Vaccination with DNA containing tat coding sequences and unmethylated CpG motifs protects cynomolgus monkeys upon infection with simian/human immunodeficiency virus (SHIV89.6P).

Recent evidence suggests that a CD8-mediated cytotoxic T cell response against the Tat protein of human immunodeficiency virus (HIV)/simian immunodeficiency virus (SIV) controls primary infection after pathogenic virus challenge, and correlates with the status of long-term nonprogressor in humans. Due to the presence of unmethylated CpG sequences, DNA vaccination can boost the innate immunity driving more potent T cell-mediated immune responses. Therefore, cynomolgus monkeys were vaccinated with a tat-expressing vector containing defined unmethylated CpG sequences (pCV-tat). Here it is shown that the intramuscular inoculation of the pCV-tat contained primary infection with the highly pathogenic SHIV89.6P virus preventing the CD4(+) T cell decline in all the vaccinated monkeys. Undetectable virus replication and negative virus isolation correlated in all cases with the presence of anti-Tat CTLs. However, a CD8-mediated non cytolytic antiviral activity was also present in all protected animals. Of note, this activity was absent in the controls but was present in the monkey inoculated with the CpG-rich vector alone that was partially protected against viral challenge (i.e. no virus replication but positive virus isolation). These results suggest that a CTL response against Tat protects against primary infection by blocking virus replication at its early stage, in the absence of sterilizing immunity. Nevertheless, the boost of the innate immunity by CpG sequences can contribute to this protection both by driving more potent CTL responses and by inducing other CD8-mediated antiviral activities. Thus, the CpG-rich tat DNA vaccine may represent a promising candidate for preventive and therapeutic vaccination against AIDS.

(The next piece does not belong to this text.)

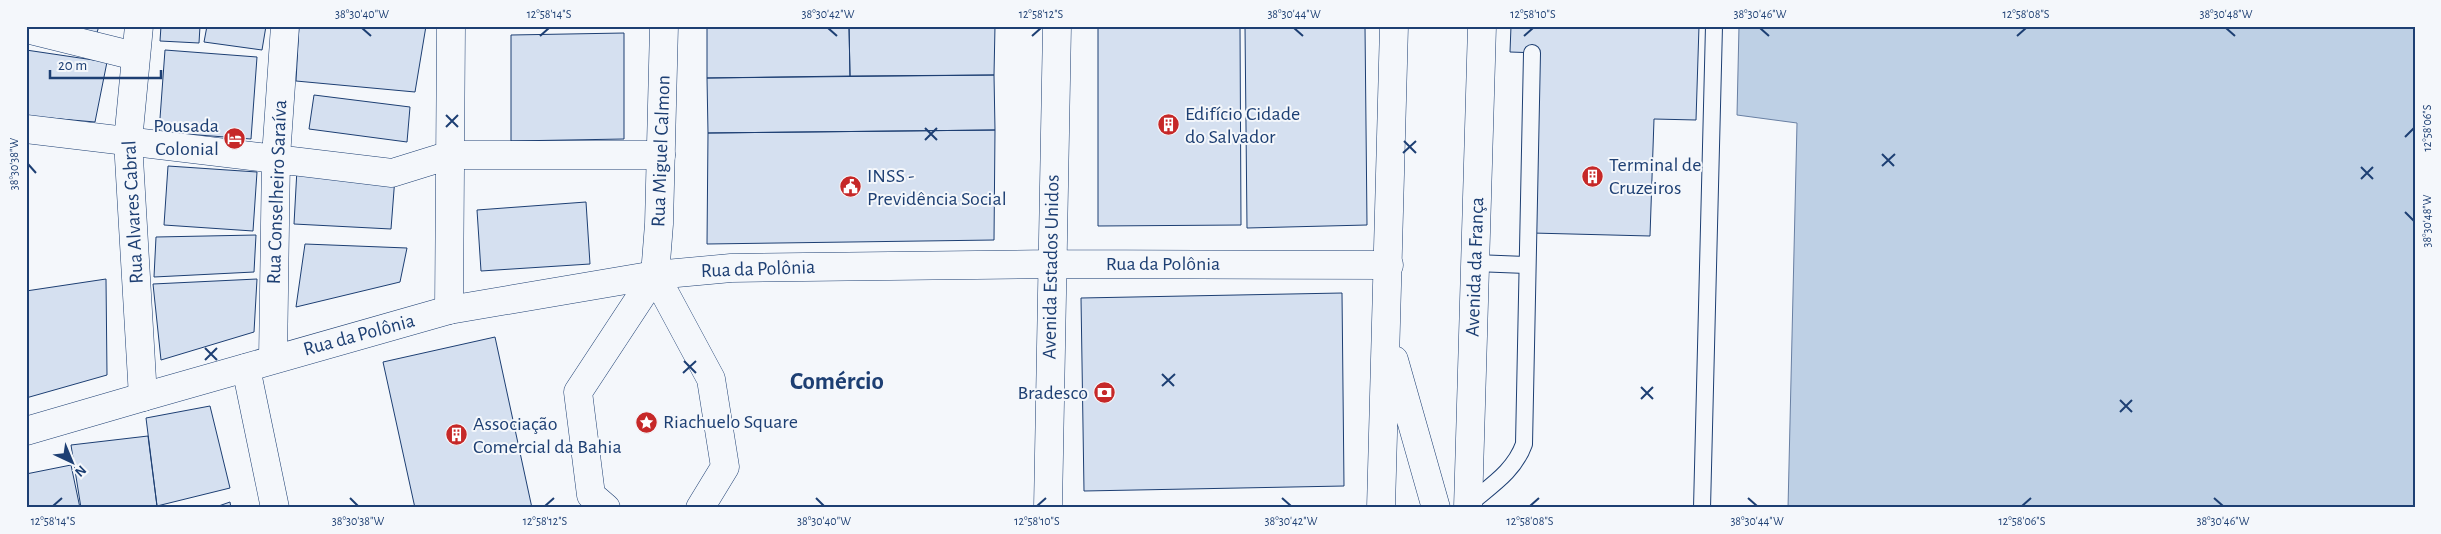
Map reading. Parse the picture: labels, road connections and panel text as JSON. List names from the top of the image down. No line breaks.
{"streets":{"street":["Rua Miguel Calmon","Rua Conselheiro Saraíva","Rua Alvares Cabral","Rua da Polônia","Avenida Estados Unidos","Avenida da França"]},"crossings":[["Rua Miguel Calmon","Rua da Polônia"],["Rua Conselheiro Saraíva","Rua da Polônia"],["Rua Alvares Cabral","Rua da Polônia"],["Rua da Polônia","Avenida Estados Unidos"]],"districts":["Comércio"],"places":{"building":["Edifício Cidade do Salvador","Terminal de Cruzeiros","Associação Comercial da Bahia"],"hotel":["Pousada Colonial"],"public building":["INSS - Previdência Social"],"bank":["Bradesco"],"place":["Riachuelo Square"]},"scale_bar":"20 m","north":"bottom right","coordinates":["38°30'40\"W","12°58'14\"S","38°30'42\"W","12°58'12\"S","38°30'44\"W","12°58'10\"S","38°30'46\"W","12°58'08\"S","38°30'48\"W","12°58'06\"S","38°30'38\"W"]}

SHIV89.6P pathogenicity in cynomolgus monkeys and control of viral replication and disease onset by human immunodeficiency virus type 1 Tat vaccine.

The Tat protein of human immunodeficiency virus (HIV) is produced very early after infection, plays a key role in the virus life cycle and in acquired immunodeficiency syndrome (AIDS) pathogenesis, is immunogenic and well conserved among all virus clades. Notably, a Tat-specific immune response correlates with non-progression to AIDS. Here, we show that a vaccine based on the Tat protein of HIV blocks primary infection with the simian/human immunodeficiency virus (SHIV)89.6P and prevents the CD4 T cell decline and disease onset in cynomolgus monkeys. No signs of virus replication were found in five out of seven vaccinated macaques for almost 1 year of follow-up. Since the inoculated virus (derived from rhesus or from cynomolgus macaques) is shown to be highly pathogenic in cynomolgus macaques, the results indicate efficacy of Tat vaccination in protection against highly pathogenic virus challenge. Finally, the studies of the Tat-specific immunological responses indicate a correlation of protection with a cytotoxic T cell response. Thus, a Tat-based vaccine is a promising candidate for preventive and therapeutic vaccination in humans.